What is needed
All lines holding the word "Drive" should be located in the records and copied.
** Opening Extracted material block **
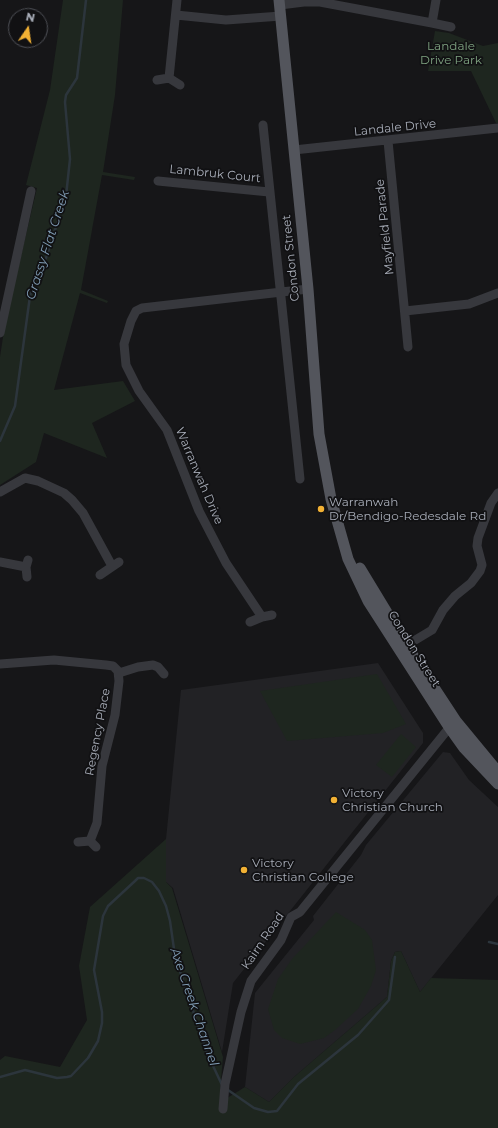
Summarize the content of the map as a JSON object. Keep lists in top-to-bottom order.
{
  "streets": {
    "main road": ["Condon Street"],
    "street": [
      "Landale Drive",
      "Lambruk Court",
      "Mayfield Parade",
      "Warranwah Drive",
      "Regency Place",
      "Kairn Road"
    ]
  },
  "crossings": [
    ["Landale Drive", "Mayfield Parade"],
    ["Landale Drive", "Condon Street"],
    ["Lambruk Court", "Condon Street"],
    ["Condon Street", "Warranwah Drive"],
    ["Condon Street", "Kairn Road"]
  ],
  "water": ["Grassy Flat Creek", "Axe Creek Channel"],
  "parks": ["Landale Drive Park"],
  "places": ["Warranwah Dr/Bendigo-Redesdale Rd", "Victory Christian Church", "Victory Christian College"],
  "north": "top"
}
** Closing Extracted material block **
Exercise output
      "Landale Drive",
      "Warranwah Drive",
    ["Landale Drive", "Mayfield Parade"],
    ["Landale Drive", "Condon Street"],
    ["Condon Street", "Warranwah Drive"],
  "parks": ["Landale Drive Park"],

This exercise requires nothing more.